Lets convert Sex, Embarked & Initial columns from string to number using StringIndexer

In [38]:
indexers = [StringIndexer(inputCol=column, outputCol=column+"_index").fit(titanic_df) for column in ["sex","embarked","Initial"]]
pipeline = Pipeline(stages=indexers)
titanic_df = pipeline.fit(titanic_df).transform(titanic_df)

In [39]:
titanic_df.show()

+------+--------------------+------+------+-----+-----+--------+--------+--------+--------+-------+-----------+-----+---------+--------------+-------------+
|pclass|                name|   sex|   Age|sibsp|parch|  ticket|    fare|embarked|survived|Initial|Family_Size|Alone|sex_index|embarked_index|Initial_index|
+------+--------------------+------+------+-----+-----+--------+--------+--------+--------+-------+-----------+-----+---------+--------------+-------------+
|     1|Allen, Miss.
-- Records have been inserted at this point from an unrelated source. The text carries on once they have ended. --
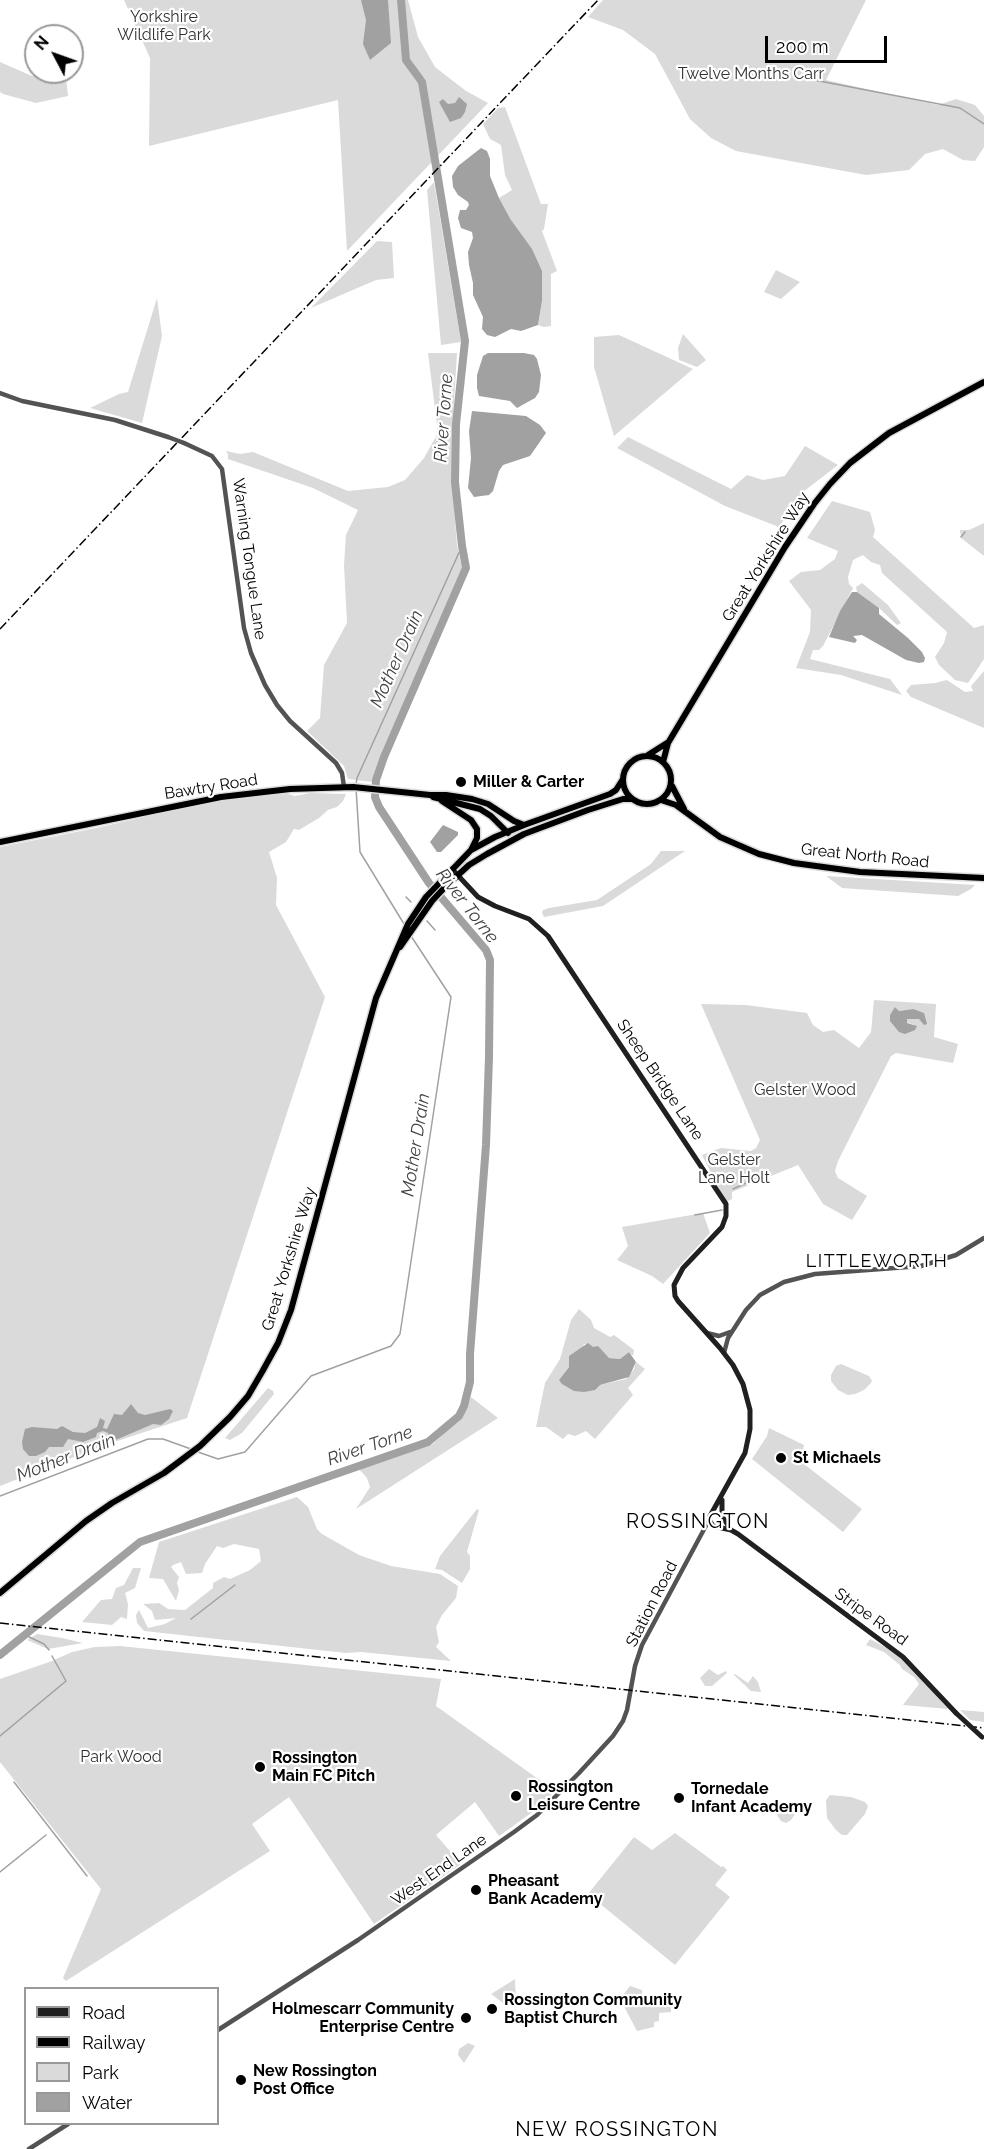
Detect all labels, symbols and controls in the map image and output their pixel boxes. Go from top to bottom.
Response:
park label: Yorkshire Wildlife Park [117,7,211,45]
north arrow [24,24,84,84]
scale bar [768,24,890,62]
text: N [30,32,53,54]
text: 200 m [776,36,829,57]
park label: Twelve Months Carr [678,64,824,84]
water label: River Torne [430,373,458,463]
street label: Warning Tongue Lane [228,477,270,641]
street label: Great Yorkshire Way [718,489,814,625]
water label: Mother Drain [366,607,428,711]
street label: Bawtry Road [163,770,259,804]
place label: Miller & Carter [473,772,584,792]
marker: Miller & Carter [454,775,468,789]
street label: Great North Road [800,840,930,872]
water label: River Torne [431,864,503,948]
street label: Sheep Bridge Lane [612,1016,708,1144]
park label: Gelster Wood [754,1080,856,1100]
water label: Mother Drain [397,1092,435,1198]
park label: Gelster Lane Holt [698,1150,770,1188]
street label: Great Yorkshire Way [258,1185,320,1333]
district label: LITTLEWORTH [806,1251,948,1273]
water label: River Torne [324,1421,416,1471]
water label: Mother Drain [13,1429,119,1487]
place label: St Michaels [793,1448,881,1468]
marker: St Michaels [774,1451,788,1465]
district label: ROSSINGTON [626,1510,770,1534]
street label: Station Road [622,1558,682,1650]
street label: Stripe Road [831,1584,911,1650]
park label: Park Wood [80,1747,162,1767]
place label: Rossington Main FC Pitch [272,1748,375,1786]
marker: Rossington Main FC Pitch [253,1760,267,1774]
place label: Rossington Leisure Centre [528,1777,640,1815]
place label: Tornedale Infant Academy [691,1779,812,1817]
marker: Rossington Leisure Centre [509,1789,523,1803]
marker: Tornedale Infant Academy [672,1791,686,1805]
street label: West End Lane [388,1830,490,1910]
place label: Pheasant Bank Academy [488,1871,603,1909]
marker: Pheasant Bank Academy [469,1883,483,1897]
legend [24,1987,219,2125]
place label: Rossington Community Baptist Church [504,1990,682,2028]
place label: Holmescarr Community Enterprise Centre [272,1999,454,2037]
text: Road [82,2002,125,2023]
marker: Rossington Community Baptist Church [485,2002,499,2016]
marker: Holmescarr Community Enterprise Centre [459,2011,473,2025]
text: Railway [82,2032,146,2053]
place label: New Rossington Post Office [253,2061,377,2099]
text: Park [82,2062,119,2083]
marker: New Rossington Post Office [234,2073,248,2087]
text: Water [82,2092,132,2113]
district label: NEW ROSSINGTON [515,2118,719,2142]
Elis...|female|  29.0|    0|    0|   24160|211.3375|       S|       1|   Miss|          0|    1|      1.0|           0.0|          1.0|
|     1|Allison, Master. ...|  male|0.9167|    1|    2|  113781|  151.55|       S|       1| Master|          3|    0|      0.0|           0.0|          3.0|
|     1|Allison, Miss. He...|female|   2.0|    1|    2|  113781|  151.55|       S|       0|   Miss|          3|    0|      1.0|           0.0|          1.0|
|     1|Allison, Mr. Huds...|  male|  30.0|    1|    2|  1

In [40]:
titanic_df.printSchema()

root
 |-- pclass: integer (nullable = true)
 |-- name: string (nullable = true)
 |-- sex: string (nullable = true)
 |-- Age: double (nullable = true)
 |-- sibsp: integer (nullable = true)
 |-- parch: integer (nullable = true)
 |-- ticket: string (nullable = true)
 |-- fare: double (nullable = true)
 |-- embarked: string (nullable = false)
 |-- survived: integer (nullable = true)
 |-- Initial: string (nullable = true)
 |-- Family_Size: integer (nullable = true)
 |-- Alone: integer (nullable = false)
 |-- sex_index: double (nullable = false)
 |-- embarked_index: double (nullable = false)
 |-- Initial_index: double (nullable = false)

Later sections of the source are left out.